Collected data:
□ □ □ □ □ □ □

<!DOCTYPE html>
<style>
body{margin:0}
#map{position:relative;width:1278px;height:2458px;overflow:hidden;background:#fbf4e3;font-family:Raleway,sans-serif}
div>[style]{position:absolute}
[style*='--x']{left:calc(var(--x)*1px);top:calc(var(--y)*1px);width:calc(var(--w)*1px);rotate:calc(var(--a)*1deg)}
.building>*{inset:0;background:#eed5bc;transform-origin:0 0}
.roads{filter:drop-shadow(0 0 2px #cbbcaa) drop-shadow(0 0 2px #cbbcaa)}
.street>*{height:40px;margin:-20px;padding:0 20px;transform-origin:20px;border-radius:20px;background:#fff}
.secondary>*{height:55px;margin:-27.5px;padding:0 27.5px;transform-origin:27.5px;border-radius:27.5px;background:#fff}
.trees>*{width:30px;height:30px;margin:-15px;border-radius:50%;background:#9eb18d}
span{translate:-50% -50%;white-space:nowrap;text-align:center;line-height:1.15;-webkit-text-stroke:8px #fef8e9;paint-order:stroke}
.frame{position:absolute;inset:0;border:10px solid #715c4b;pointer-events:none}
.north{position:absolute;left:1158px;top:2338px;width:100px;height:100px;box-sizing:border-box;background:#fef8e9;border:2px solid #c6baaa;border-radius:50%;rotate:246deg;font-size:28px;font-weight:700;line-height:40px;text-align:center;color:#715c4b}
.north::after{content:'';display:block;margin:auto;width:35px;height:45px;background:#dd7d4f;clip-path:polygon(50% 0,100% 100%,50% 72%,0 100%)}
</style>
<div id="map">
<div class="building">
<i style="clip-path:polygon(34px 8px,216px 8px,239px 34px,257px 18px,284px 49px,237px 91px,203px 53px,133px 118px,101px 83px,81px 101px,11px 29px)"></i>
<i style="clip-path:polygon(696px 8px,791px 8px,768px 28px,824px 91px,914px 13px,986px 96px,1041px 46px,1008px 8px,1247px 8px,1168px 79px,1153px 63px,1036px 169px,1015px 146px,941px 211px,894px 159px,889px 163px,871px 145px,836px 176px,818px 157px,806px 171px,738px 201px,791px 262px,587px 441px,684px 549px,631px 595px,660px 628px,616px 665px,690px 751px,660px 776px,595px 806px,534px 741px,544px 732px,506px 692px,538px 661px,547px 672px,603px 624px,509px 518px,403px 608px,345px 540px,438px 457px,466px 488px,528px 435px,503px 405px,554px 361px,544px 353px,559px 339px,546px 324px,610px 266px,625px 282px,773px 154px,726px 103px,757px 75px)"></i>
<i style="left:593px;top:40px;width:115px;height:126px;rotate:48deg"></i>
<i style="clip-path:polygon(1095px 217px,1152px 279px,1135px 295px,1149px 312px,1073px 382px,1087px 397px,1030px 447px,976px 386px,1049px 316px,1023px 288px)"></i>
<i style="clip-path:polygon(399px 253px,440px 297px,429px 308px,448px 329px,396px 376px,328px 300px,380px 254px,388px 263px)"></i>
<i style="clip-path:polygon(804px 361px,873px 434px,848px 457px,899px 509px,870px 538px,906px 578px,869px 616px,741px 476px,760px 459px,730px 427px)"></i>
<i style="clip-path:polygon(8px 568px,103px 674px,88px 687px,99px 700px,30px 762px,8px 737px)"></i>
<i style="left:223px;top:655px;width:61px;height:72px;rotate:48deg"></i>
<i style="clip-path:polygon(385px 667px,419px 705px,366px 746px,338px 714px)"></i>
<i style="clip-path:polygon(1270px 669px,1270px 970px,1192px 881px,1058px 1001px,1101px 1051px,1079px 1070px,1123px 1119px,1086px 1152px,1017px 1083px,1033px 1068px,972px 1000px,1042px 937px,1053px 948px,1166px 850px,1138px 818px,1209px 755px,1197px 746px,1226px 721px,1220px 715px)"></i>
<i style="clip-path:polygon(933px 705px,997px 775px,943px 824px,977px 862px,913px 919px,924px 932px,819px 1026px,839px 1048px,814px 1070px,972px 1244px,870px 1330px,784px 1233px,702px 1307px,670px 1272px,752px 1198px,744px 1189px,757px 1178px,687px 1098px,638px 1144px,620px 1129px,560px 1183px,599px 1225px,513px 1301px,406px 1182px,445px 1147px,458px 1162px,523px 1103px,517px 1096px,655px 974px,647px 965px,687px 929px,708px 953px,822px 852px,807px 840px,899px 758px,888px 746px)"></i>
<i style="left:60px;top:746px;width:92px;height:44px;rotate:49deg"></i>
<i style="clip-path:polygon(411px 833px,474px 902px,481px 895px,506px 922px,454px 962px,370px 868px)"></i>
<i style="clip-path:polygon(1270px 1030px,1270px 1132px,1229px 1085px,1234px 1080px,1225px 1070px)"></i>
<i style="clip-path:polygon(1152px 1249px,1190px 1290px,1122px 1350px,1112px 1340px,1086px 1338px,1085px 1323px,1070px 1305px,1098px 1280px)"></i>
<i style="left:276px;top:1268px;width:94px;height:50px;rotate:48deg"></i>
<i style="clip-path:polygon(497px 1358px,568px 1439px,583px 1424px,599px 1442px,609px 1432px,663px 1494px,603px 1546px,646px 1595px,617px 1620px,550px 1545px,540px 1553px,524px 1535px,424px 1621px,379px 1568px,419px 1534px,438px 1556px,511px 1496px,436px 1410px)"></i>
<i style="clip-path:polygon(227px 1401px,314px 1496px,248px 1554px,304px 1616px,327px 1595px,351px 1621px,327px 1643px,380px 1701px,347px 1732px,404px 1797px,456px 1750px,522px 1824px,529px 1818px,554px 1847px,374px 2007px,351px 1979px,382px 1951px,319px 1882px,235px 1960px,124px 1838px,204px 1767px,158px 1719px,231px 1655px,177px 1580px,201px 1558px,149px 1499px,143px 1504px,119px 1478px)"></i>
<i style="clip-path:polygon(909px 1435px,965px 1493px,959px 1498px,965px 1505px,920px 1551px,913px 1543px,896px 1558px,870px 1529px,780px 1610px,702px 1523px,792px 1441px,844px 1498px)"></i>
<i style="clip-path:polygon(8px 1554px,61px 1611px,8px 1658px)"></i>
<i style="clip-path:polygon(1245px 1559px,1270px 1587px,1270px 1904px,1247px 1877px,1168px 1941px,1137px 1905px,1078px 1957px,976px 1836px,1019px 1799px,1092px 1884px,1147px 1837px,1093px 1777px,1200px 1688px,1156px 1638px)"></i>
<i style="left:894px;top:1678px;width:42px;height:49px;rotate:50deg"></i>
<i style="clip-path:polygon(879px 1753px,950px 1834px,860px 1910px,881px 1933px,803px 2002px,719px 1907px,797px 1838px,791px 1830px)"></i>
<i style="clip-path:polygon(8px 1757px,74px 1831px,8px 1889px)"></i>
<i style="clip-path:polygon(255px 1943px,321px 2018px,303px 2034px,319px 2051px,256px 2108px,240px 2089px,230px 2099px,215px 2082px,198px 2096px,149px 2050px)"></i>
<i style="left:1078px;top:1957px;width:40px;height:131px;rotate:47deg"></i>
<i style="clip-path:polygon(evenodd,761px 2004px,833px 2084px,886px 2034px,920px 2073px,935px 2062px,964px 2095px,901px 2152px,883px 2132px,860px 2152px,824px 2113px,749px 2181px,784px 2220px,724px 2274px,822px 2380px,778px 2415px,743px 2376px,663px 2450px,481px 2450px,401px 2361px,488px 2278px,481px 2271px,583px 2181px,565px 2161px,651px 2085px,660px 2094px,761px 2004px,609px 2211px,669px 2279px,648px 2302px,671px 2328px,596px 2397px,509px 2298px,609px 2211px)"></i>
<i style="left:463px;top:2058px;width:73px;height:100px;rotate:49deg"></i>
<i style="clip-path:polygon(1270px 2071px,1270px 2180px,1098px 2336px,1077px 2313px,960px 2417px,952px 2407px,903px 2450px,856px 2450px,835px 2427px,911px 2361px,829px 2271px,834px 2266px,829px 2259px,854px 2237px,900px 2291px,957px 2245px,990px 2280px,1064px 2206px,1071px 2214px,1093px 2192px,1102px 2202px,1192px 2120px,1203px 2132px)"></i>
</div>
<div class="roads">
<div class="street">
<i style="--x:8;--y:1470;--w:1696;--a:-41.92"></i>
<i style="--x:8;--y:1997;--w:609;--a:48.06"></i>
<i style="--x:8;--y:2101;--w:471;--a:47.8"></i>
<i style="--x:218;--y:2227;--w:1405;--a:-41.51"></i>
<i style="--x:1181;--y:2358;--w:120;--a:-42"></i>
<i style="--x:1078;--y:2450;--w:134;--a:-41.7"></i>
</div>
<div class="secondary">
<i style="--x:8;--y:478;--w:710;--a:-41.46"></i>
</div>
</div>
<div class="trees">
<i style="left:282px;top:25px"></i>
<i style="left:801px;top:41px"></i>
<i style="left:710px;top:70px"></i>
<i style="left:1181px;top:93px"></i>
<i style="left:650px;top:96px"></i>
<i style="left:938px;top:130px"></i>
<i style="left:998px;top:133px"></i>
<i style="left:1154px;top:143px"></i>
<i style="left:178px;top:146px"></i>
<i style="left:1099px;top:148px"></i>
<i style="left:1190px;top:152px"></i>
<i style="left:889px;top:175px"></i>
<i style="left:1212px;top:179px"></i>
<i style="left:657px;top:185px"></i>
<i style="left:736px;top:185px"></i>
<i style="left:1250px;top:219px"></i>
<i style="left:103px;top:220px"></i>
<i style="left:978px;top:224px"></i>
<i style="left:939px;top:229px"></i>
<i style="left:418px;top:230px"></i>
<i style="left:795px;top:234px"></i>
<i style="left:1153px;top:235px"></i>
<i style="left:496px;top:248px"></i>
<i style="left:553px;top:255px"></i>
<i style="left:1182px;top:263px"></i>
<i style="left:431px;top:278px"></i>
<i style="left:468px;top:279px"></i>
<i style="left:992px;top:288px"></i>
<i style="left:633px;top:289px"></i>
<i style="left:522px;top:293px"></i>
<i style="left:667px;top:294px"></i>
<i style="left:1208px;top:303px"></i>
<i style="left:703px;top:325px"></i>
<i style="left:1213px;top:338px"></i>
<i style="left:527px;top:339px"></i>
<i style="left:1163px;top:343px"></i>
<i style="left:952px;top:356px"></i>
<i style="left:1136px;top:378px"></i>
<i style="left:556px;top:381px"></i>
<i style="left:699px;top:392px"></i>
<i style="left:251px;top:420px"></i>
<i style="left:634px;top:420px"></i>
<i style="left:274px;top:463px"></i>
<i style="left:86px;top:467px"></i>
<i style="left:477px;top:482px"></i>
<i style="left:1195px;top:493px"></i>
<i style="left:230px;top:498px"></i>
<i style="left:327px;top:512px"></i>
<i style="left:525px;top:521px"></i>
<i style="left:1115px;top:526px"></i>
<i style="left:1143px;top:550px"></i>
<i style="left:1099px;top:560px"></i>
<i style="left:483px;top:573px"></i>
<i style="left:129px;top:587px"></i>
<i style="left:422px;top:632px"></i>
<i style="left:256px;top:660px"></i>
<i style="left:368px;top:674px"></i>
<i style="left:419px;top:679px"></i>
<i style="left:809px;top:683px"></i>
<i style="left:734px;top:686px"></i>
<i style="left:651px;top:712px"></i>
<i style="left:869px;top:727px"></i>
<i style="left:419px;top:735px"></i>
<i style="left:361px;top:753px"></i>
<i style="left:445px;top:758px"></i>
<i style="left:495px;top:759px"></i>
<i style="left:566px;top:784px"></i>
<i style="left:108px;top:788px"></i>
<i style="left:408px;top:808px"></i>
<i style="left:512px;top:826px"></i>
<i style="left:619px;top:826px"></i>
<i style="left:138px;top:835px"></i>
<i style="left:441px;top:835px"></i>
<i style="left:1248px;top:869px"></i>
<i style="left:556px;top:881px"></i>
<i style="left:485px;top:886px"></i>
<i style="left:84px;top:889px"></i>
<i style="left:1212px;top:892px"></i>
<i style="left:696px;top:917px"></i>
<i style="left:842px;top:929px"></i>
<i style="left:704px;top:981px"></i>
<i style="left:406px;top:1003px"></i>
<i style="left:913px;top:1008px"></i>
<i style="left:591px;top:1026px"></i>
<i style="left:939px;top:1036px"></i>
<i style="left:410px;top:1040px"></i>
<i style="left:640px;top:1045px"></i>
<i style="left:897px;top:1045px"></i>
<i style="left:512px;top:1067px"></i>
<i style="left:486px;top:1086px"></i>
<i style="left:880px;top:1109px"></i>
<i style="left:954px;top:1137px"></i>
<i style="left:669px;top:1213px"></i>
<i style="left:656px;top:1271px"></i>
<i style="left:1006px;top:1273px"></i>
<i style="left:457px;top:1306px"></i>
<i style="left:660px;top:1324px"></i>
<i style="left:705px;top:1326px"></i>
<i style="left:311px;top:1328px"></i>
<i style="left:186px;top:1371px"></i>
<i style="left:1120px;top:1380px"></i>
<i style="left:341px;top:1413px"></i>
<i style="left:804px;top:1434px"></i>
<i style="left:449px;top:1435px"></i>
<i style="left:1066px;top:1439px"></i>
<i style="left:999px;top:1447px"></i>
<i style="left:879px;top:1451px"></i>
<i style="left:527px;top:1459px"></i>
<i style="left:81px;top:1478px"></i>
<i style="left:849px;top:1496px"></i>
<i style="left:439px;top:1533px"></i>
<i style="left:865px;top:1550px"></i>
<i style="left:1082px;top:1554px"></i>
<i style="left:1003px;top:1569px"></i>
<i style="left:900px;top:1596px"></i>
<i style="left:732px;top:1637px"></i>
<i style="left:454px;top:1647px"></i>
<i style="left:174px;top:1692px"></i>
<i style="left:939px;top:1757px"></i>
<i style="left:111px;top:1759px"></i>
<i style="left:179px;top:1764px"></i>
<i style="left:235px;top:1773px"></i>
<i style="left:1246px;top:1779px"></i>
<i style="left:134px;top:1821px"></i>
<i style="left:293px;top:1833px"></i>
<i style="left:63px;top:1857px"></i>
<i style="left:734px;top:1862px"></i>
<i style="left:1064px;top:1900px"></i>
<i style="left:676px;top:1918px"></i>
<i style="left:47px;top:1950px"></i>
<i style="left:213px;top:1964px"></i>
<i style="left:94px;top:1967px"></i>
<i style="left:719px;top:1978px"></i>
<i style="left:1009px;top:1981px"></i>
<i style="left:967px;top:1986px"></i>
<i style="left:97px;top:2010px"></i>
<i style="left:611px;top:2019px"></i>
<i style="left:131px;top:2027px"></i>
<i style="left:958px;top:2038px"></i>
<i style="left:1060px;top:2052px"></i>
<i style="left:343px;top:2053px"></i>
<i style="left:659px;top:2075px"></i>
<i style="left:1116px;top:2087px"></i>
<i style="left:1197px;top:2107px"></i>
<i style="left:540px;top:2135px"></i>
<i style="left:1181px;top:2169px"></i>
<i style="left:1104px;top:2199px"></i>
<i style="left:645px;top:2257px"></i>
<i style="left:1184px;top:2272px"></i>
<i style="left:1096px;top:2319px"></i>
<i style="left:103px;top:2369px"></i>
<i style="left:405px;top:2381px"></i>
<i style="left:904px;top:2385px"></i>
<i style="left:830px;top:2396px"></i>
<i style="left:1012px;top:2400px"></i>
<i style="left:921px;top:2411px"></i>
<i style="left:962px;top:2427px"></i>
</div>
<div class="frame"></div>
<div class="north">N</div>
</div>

□ □ □ □ □ □ □

■ DIRECTIONS FOR THIS TASK: Exact reproduction is required: output the lines from the start of the entries above through the line with "2px #cbbcaa) drop-shadow(0".

■ RESULT OF THE EXERCISE:
<!DOCTYPE html>
<style>
body{margin:0}
#map{position:relative;width:1278px;height:2458px;overflow:hidden;background:#fbf4e3;font-family:Raleway,sans-serif}
div>[style]{position:absolute}
[style*='--x']{left:calc(var(--x)*1px);top:calc(var(--y)*1px);width:calc(var(--w)*1px);rotate:calc(var(--a)*1deg)}
.building>*{inset:0;background:#eed5bc;transform-origin:0 0}
.roads{filter:drop-shadow(0 0 2px #cbbcaa) drop-shadow(0 0 2px #cbbcaa)}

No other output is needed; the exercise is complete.